Si nous parlons de la culture comme nous parlons d’un bien matériel, c’est une autre paire de manche.

Depuis les moines copistes, ceux qui détiennent le savoir et maintenant l’argent qui va avec ce dernier ne semblent avoir qu’une idée en tête : garder de savoir et le monétiser.

Depuis ce temps, beaucoup cherchent à maintenir l’équilibre des choses : il faut faire de la culture un bien précieux, rare, il faut montrer que l’obtenir n’est pas une chose aisée bref, il faut la verrouiller.

Internet change la donne et permet de remettre la culture à sa place, à savoir celle d’un bien universel.

La question qui se pose maintenant est la suivante : doit-on aider à verrouiller cette culture comme les moines copistes et M. Boutih le souhaitent ?

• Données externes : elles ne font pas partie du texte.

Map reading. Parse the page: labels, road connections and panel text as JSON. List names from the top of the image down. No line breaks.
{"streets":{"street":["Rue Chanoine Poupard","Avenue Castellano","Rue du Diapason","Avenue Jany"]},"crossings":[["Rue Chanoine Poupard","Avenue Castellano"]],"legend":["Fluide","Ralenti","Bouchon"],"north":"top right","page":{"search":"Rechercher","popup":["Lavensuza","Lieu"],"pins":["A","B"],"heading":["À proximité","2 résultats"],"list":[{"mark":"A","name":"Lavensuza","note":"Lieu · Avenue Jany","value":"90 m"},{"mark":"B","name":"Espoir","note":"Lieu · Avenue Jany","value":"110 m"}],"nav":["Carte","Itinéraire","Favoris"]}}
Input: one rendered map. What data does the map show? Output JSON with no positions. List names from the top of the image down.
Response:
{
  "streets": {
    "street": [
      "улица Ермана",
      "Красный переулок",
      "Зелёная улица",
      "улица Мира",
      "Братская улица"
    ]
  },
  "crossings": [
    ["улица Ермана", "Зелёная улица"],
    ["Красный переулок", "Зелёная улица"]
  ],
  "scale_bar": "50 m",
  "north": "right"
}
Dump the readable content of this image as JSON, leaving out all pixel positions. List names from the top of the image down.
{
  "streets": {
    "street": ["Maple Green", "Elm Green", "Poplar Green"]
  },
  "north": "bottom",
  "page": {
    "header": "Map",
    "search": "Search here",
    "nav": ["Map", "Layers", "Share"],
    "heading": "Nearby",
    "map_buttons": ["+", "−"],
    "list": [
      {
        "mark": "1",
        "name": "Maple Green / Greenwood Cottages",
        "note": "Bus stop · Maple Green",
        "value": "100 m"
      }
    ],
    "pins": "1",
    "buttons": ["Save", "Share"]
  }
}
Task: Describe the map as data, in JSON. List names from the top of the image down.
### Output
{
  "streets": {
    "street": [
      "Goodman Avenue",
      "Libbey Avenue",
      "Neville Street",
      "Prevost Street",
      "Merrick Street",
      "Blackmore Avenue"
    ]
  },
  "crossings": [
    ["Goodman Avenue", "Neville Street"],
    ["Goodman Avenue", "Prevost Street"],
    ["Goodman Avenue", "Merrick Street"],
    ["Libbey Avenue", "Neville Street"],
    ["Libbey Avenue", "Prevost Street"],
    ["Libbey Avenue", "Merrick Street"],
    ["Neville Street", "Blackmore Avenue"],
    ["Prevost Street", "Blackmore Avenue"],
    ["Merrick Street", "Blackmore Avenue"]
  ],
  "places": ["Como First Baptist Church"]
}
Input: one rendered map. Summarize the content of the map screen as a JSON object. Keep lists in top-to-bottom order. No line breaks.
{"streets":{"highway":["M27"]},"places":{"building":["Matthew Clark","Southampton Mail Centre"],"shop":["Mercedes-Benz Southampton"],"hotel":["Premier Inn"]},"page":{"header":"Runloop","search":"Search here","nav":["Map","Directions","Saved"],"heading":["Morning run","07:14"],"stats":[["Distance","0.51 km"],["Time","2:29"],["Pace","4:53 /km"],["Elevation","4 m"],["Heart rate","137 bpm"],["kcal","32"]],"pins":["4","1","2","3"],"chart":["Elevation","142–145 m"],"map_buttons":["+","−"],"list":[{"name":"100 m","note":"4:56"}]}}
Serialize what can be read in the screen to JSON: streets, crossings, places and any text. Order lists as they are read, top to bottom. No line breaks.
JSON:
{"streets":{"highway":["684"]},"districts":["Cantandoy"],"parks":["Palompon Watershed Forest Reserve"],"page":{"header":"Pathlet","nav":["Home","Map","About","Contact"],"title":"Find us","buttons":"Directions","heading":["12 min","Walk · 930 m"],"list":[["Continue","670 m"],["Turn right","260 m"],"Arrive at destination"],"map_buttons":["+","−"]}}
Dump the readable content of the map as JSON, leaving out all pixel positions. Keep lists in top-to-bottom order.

Ou doit-on croire en la possibilité d’un accès universel ?

La question qui se pose est celle de l’intérêt général face à l’intérêt privé et, dans ce genre de situation, mon choix est déjà fait : si le choix porte entre l’intérêt de tous et un intérêt privé, c’est alors l’intérêt de tous qui primera.

C’est une vision idéaliste, j’en conviens, mais c’est une vision en laquelle je crois. Il semble que M. Boutih et moi ne soyons pas spécialement d’accord sur ce point.

M. Boutih a ensuite déclaré que la reprise du contrôle d’Internet était « une question plus large de souveraineté ».

J’estime que ces propos-là sont dangereux, vraiment. Je m’interroge également sur la définition du mot souveraineté pour M. Boutih. La souveraineté sous-entend le contrôle sans partage.

La souveraineté, c’est un droit exclusif d’exercer une autorité sur quelque chose. Nous parlons donc bel et bien d’exclusivité de contrôle.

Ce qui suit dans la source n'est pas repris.